Relatiebeding was anders geformuleerd
Het Gerechtshof Arnhem-Leeuwarden oordeelde in hoger beroep ook dat de werknemer zijn e-mails niet ter inzage hoefde af te geven aan de ex-werkgever (ook wel ‘exhibitieplicht’ genoemd). De ex-werkgever had bij de samenwerking met het recruitmentbureau namelijk expliciet ingestemd met de anonieme aard van mogelijke recensies. Ook had de ex-werkgever de boete van € 25.000 uiteindelijk niet opgeëist, waardoor het hof ervan uitging dat de beschuldiging onterecht was, én had hij onvoldoende aannemelijk gemaakt dat de recensies onjuist en onrechtmatig waren en dat hij hierdoor schade had geleden.
Verder oordeelde het hof dat uit de tekst van het relatiebeding bleek dat het voor de werknemer verboden was om de eerste 12 maanden na uitdiensttreding bepaalde zakelijke contacten te onderhouden met relaties, en níét om bij relaties van de werkgever in dienst te treden.
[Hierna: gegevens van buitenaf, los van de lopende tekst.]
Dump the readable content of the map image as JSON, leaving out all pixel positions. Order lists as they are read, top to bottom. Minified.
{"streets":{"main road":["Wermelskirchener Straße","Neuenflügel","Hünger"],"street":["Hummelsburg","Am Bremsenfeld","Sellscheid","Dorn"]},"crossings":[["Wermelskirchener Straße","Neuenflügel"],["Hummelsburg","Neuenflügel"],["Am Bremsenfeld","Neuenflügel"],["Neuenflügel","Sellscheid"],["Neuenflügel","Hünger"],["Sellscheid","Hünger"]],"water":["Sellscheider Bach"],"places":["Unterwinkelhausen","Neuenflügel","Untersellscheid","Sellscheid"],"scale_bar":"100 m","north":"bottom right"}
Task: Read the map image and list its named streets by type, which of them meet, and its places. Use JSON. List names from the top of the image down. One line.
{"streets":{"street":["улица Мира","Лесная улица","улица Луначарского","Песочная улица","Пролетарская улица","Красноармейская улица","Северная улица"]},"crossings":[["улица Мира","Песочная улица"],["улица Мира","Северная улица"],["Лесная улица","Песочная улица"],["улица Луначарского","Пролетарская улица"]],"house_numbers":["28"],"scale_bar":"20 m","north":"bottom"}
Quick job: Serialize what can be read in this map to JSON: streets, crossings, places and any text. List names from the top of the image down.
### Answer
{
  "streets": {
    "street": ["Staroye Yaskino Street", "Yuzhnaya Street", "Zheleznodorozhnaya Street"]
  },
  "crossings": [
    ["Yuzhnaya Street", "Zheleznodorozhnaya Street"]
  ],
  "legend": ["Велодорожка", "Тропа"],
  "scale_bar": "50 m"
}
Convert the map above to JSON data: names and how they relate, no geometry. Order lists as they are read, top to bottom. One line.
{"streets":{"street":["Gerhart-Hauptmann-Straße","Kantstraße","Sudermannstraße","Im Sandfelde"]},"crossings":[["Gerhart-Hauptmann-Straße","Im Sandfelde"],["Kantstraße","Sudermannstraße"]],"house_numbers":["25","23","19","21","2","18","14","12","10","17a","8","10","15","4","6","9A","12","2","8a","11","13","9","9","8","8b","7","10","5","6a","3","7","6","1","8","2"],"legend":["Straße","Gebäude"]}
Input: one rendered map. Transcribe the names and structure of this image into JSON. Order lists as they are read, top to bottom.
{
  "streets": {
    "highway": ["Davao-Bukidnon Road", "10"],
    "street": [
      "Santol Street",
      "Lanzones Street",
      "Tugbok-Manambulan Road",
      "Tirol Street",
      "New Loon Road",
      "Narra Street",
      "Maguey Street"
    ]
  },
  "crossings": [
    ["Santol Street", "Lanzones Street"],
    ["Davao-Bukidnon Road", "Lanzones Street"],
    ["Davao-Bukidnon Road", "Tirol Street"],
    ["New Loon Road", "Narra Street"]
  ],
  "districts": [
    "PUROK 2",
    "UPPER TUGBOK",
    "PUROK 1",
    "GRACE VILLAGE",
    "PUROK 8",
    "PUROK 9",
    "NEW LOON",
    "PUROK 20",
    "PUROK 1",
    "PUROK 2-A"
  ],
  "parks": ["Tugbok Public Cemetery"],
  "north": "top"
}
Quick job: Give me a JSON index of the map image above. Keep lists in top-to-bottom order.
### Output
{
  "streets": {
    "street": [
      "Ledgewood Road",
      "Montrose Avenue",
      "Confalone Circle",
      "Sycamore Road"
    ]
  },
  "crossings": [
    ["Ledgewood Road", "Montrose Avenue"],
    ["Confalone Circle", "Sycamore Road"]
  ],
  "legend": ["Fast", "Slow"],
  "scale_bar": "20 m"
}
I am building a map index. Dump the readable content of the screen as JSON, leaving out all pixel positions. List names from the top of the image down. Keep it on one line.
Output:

Zou dit wel zo geformuleerd zijn, dan zou het relatiebeding in feite een uitbreiding van het concurrentiebeding zijn. Als de werkgever dit zo bedoeld had, had hij dit duidelijker moeten formuleren, aldus het hof.
Anti-ronselbeding was zaak tussen werkgevers
Omdat het anti-ronselbeding (tool) speelde tussen de ex-werkgever en zijn klant, had de ex-werkgever volgens het hof eerst zijn klant moeten aanspreken. Alleen bij bijzondere omstandigheden, bijvoorbeeld bij onevenredige belangen tussen de partijen, is het mogelijk om ‘een derde partij’ zoals de werknemer aan te spreken. Anders komt het (grond)recht op vrije arbeidskeuze van de werknemer in het geding.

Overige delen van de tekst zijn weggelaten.